Calculated Raman spectra for the seven structures of vaterite (red) and comparison with one experimental spectrum recorded on a geological sample from Wehrmeister et al. (2010) (black). Other samples exhibit very similar features. In the latter, signals resulting from calcite and aragonite impurities are highlighted

On the basis of Raman spectroscopy alone, it is not possible to tell whether the first, the second or both structures are present in the experimental samples. Also, the remaining five theoretical structures seem to be ruled out according to this study. These results then seem to provide evidence that opposes the room temperature intra-basin structural interconversion via carbonate rotations suggested by Demichelis et al. (2012). This would result in different domains being present in the same crystal and thus in a spectra that is a Boltzmann-weighted average of all seven spectra. A possibility is that the system becomes kinetically trapped in a subset of the possible stable structures. To verify this hypothesis, further investigation is required in order to determine the activation barriers for the interconversion between all of the different energy minima.

A second study, by Burgess and Bryce (2015), has recently shown that only C2 and P3221 structures are compatible with43Ca NMR spectra recorded on samples of vaterite, after considering most of the structures that have been proposed in the literature. C2 and P3221 were also shown to be compatible with the measured XRD diffraction pattern. As with the Raman spectroscopy, also43Ca NMR seems to be unable to provide a definitive answer on whether the former, the latter or both structures are present in the real sample.

6.4 Conclusions and Future Challenges

The theoretical approach highlighted in this chapter is highly predictive in determining the structures and properties of crystalline phases. These tools are therefore particularly useful when studying phases and processes that are challenging to investigate with experimental techniques. The case of vaterite represents one of the best examples of how ab initio methods can be applied to unravel the complexities of metastable biomineral phases and more generally of minerals that are not easily accessible as large single crystals for diffraction. It also represents a successful example of how computational schemes can be combined with experimental techniques to investigate complex mineral structures.

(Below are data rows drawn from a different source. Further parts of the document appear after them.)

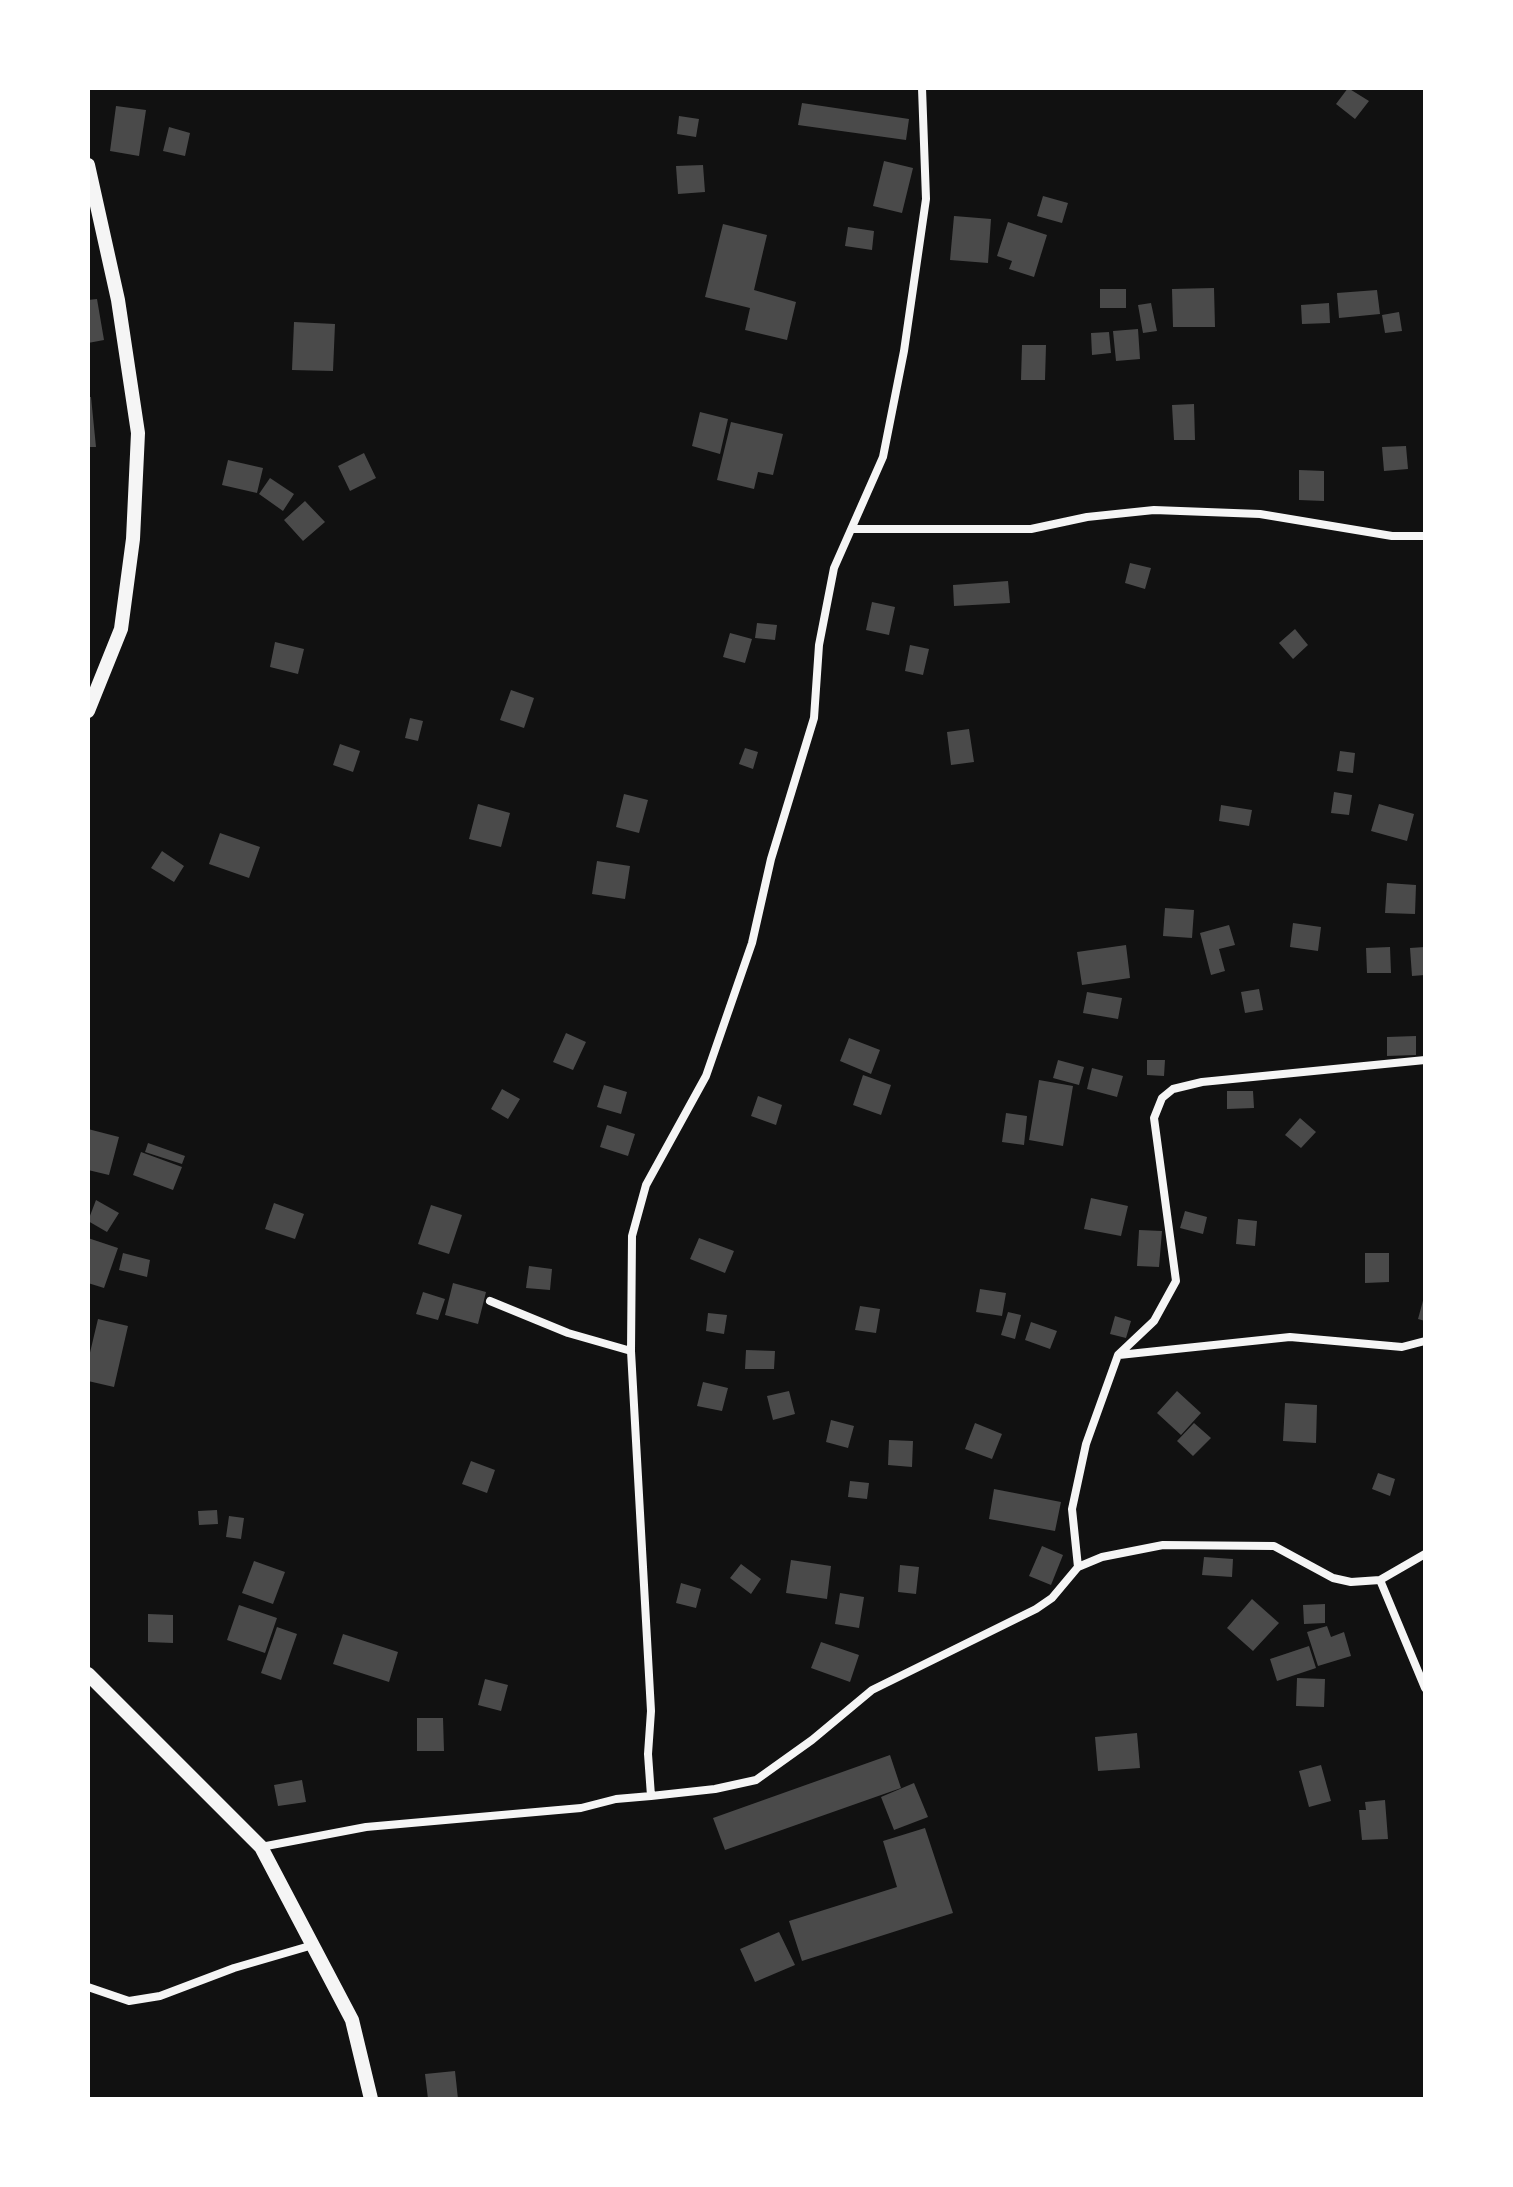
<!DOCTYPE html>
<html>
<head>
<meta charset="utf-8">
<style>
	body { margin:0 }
	#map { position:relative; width:1513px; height:2187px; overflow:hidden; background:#111; font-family:Rubik,sans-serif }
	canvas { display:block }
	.frame { position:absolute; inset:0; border:90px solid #fff; pointer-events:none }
</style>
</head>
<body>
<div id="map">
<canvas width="1513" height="2187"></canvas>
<div class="frame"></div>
</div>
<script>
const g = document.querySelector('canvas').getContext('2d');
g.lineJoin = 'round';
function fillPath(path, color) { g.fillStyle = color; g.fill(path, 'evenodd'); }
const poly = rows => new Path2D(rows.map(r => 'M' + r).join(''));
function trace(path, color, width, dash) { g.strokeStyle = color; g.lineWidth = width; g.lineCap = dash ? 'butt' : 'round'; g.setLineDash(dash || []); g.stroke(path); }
fillPath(poly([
	[1348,88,1369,101,1355,119,1336,104],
	[802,103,909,119,906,140,798,125],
	[116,106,146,110,139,156,110,151],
	[679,116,699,119,696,137,677,134],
	[169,127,190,133,185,156,163,151],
	[884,161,913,168,902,213,873,206],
	[703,165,705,192,678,194,676,166],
	[1043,196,1068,203,1062,223,1037,216],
	[954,216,991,219,988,263,950,260],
	[1008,222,1047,235,1034,277,1009,269,1012,261,997,256],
	[723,224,767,235,754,290,796,302,787,340,745,330,750,308,705,297],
	[848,227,874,231,872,250,845,246],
	[1214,288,1215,327,1173,327,1172,289],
	[1100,289,1126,289,1126,308,1100,308],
	[1377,290,1380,314,1339,318,1337,293],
	[97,299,104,340,88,343,88,300],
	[1151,303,1157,331,1143,333,1138,305],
	[1329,303,1330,323,1302,324,1301,305],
	[1399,312,1402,331,1385,333,1382,315],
	[294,322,335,324,333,371,292,370],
	[1138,329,1140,359,1116,361,1113,331],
	[1109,332,1111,353,1092,355,1091,333],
	[1022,345,1046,345,1045,380,1021,380],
	[88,397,91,397,96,447,88,447],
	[1194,404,1195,440,1174,440,1172,405],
	[700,412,728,419,720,454,692,446],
	[731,422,783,434,773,475,758,472,754,489,717,480],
	[1406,446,1408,469,1384,471,1382,447],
	[364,453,376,478,350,491,338,466],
	[228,460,263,468,257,493,222,485],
	[1299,470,1324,471,1324,501,1299,500],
	[270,478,294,494,283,511,259,494],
	[305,501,325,522,303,541,284,520],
	[1130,563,1151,568,1145,589,1125,583],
	[1008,581,1010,603,954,606,953,585],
	[872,602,895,607,889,635,866,630],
	[757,623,777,625,775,640,755,638],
	[1295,629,1308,645,1293,659,1279,643],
	[730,633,752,639,745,663,723,657],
	[275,642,304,649,298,674,270,667],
	[910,645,929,649,923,675,905,671],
	[511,690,534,698,524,728,500,720],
	[410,718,423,721,418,741,405,738],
	[969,729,974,762,951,765,947,732],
	[340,744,360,751,353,772,333,765],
	[745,748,758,752,753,769,739,764],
	[1340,751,1355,753,1353,773,1337,771],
	[1334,792,1352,795,1349,815,1331,813],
	[624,794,648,800,639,833,616,827],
	[478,804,510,813,501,847,469,839],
	[1379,804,1414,814,1407,841,1371,831],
	[1221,805,1252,810,1249,826,1219,821],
	[220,833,260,847,249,878,209,864],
	[162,851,184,866,174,882,151,868],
	[597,861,630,866,625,899,592,894],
	[1387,883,1416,885,1415,914,1385,913],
	[1165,908,1194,910,1192,938,1163,936],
	[1293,923,1321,927,1318,951,1290,947],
	[1229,925,1235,945,1219,949,1225,971,1211,975,1200,933],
	[1126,945,1130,978,1082,985,1077,952],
	[1390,947,1391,973,1367,973,1366,948],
	[1425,947,1425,975,1412,976,1410,948],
	[1259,989,1263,1010,1245,1013,1241,992],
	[1087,992,1122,998,1118,1019,1083,1013],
	[566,1033,586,1042,573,1070,553,1062],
	[1416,1036,1416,1055,1387,1056,1387,1037],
	[849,1038,880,1050,871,1074,840,1061],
	[1058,1060,1084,1067,1079,1085,1053,1078],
	[1147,1060,1165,1060,1164,1076,1147,1075],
	[1092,1068,1123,1076,1117,1097,1087,1089],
	[863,1075,891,1085,881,1115,853,1105],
	[1039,1080,1073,1086,1063,1146,1029,1140],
	[604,1085,627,1092,621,1114,597,1107],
	[502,1089,520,1099,508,1119,491,1109],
	[1227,1091,1253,1091,1254,1108,1227,1109],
	[758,1096,782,1105,776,1125,751,1116],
	[1006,1113,1027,1116,1024,1145,1002,1142],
	[1300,1118,1316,1132,1301,1148,1285,1135],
	[607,1125,635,1134,628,1156,600,1147],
	[88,1129,119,1137,109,1175,88,1170],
	[148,1143,185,1156,182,1164,145,1152],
	[141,1152,182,1167,173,1190,133,1175],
	[1091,1198,1128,1206,1121,1236,1084,1229],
	[96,1200,119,1213,107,1232,88,1221],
	[274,1203,304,1214,295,1239,265,1229],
	[431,1205,462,1215,449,1254,418,1244],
	[1185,1211,1207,1217,1203,1234,1180,1228],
	[1238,1219,1257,1221,1255,1246,1236,1244],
	[1139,1230,1162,1231,1159,1267,1137,1266],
	[88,1238,118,1248,104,1288,88,1283],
	[699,1238,734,1251,725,1273,690,1259],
	[123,1253,150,1260,147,1277,119,1270],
	[1365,1253,1389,1253,1389,1282,1365,1283],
	[529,1266,552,1269,550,1290,526,1288],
	[453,1283,486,1292,478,1324,445,1315],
	[980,1289,1006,1293,1002,1316,976,1312],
	[423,1292,445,1299,438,1320,416,1314],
	[1424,1297,1425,1298,1425,1321,1418,1319],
	[860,1306,880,1309,876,1333,855,1330],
	[1008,1312,1021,1315,1015,1339,1001,1335],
	[708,1313,727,1315,724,1334,706,1331],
	[1115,1316,1131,1321,1126,1338,1110,1334],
	[98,1319,128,1326,114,1387,88,1381,88,1361],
	[1031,1322,1057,1331,1050,1349,1025,1340],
	[746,1350,775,1351,774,1369,745,1369],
	[703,1382,728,1388,722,1411,697,1406],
	[789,1391,795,1414,773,1420,767,1396],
	[1177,1391,1201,1413,1181,1435,1157,1413],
	[1285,1403,1317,1405,1316,1443,1283,1441],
	[831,1420,854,1426,848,1448,826,1442],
	[975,1423,1002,1434,992,1459,965,1449],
	[1194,1423,1211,1438,1193,1456,1177,1441],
	[889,1440,913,1441,912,1467,888,1465],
	[471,1461,495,1470,487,1493,462,1484],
	[1378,1473,1395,1479,1390,1496,1372,1489],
	[850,1481,869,1483,867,1499,848,1497],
	[994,1489,1061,1502,1055,1531,989,1519],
	[217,1510,218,1524,199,1525,198,1511],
	[229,1516,244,1518,241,1539,226,1537],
	[1042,1546,1063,1555,1051,1585,1029,1576],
	[1204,1557,1233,1559,1232,1577,1202,1575],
	[791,1560,831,1566,827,1599,786,1593],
	[254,1561,285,1572,273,1604,242,1593],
	[741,1564,761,1579,751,1594,730,1578],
	[900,1565,919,1567,916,1594,898,1592],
	[681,1583,701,1589,696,1608,676,1603],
	[840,1593,864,1597,859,1628,835,1624],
	[1252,1599,1279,1623,1253,1651,1227,1628],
	[1325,1604,1325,1623,1304,1624,1303,1605],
	[239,1605,277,1618,265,1653,227,1640],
	[148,1614,173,1615,173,1643,148,1642],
	[1327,1626,1331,1637,1344,1632,1351,1656,1318,1666,1307,1632],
	[277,1627,297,1634,281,1680,261,1673],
	[343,1634,398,1652,389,1682,333,1664],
	[821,1642,859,1655,850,1682,811,1668],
	[1309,1646,1316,1668,1277,1681,1270,1659],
	[1297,1678,1325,1679,1324,1707,1296,1706],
	[485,1679,508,1685,501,1711,478,1705],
	[417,1718,443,1718,444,1751,417,1751],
	[1137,1733,1140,1768,1098,1771,1095,1737],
	[890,1755,901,1788,725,1850,713,1818],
	[1321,1765,1331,1801,1309,1807,1299,1771],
	[302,1780,306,1802,278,1806,274,1785],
	[914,1783,928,1817,894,1830,881,1797],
	[1385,1800,1388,1839,1362,1840,1359,1810,1366,1810,1365,1802],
	[925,1828,953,1913,802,1961,789,1921,897,1887,883,1841],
	[779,1932,795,1965,755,1982,740,1949],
	[455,2071,458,2099,428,2099,425,2074]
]), '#4a4a4a');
trace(poly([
	[854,529,1031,529,1087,517,1154,510,1260,514,1392,536,1425,536],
	[490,1301,568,1333,631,1351],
	[1119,1355,1290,1337,1402,1347,1425,1341],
	[1078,1567,1072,1509,1086,1444,1118,1355,1154,1321,1176,1281,1154,1118,1162,1098,1173,1089,1202,1082,1425,1060],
	[1380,1580,1425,1688],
	[651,1796,715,1789,756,1780,812,1740,872,1690,1036,1609,1052,1598,1078,1567,1102,1557,1163,1545,1274,1546,1333,1578,1351,1582,1380,1580,1425,1554],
	[261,1847,366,1827,581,1808,616,1799,651,1796,648,1754,651,1711,631,1351,632,1236,646,1185,706,1076,752,943,771,859,814,718,819,645,834,568,883,457,904,351,926,199,922,88],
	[88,1987,129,2001,160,1996,234,1968,313,1945]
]), '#f5f5f5', 8);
trace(poly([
	[88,165,118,300,138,433,133,539,121,629,88,711],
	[88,1674,261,1847,352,2020,371,2099]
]), '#f5f5f5', 14);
</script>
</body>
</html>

Future challenges in this field are related to the development of algorithms able to address the non-generality of the many approximations on which ab initio methods rely. In the particular case of biominerals, one of the most important features that would open the way for an appropriate investigation of the composition, the stability and the stoichiometry of the many hydrated and hydroxylated phases would be the ability to properly account for weak interactions in a fast and accurate way. Methods that are currently available are either too approximate or not available in solid-state codes or computationally too expensive for systems that contain tens of atoms in their unit cell (Del Ben et al. 2012; Pisani et al. 2008).

In the particular case of vaterite, future challenges are mostly related to finding or developing experimental techniques that are able to distinguish the different structures and confirm their features. Moreover, the average size of a vaterite single crystal (tens of nm in the best case scenario) is too small to undertake any investigation as to its chirality with available optical techniques (Bilotti et al. 2002). From a biomineralisation perspective, chirality would be an extremely interesting property to investigate, since vaterite often grows under biogenic conditions, therefore in the presence of biological molecules that are often optically active. In this context, also other biominerals may exhibit optical activities, such as monohydrocalcite, which like vaterite belong to one of those space groups that are intrinsically chiral (Demichelis et al. 2014).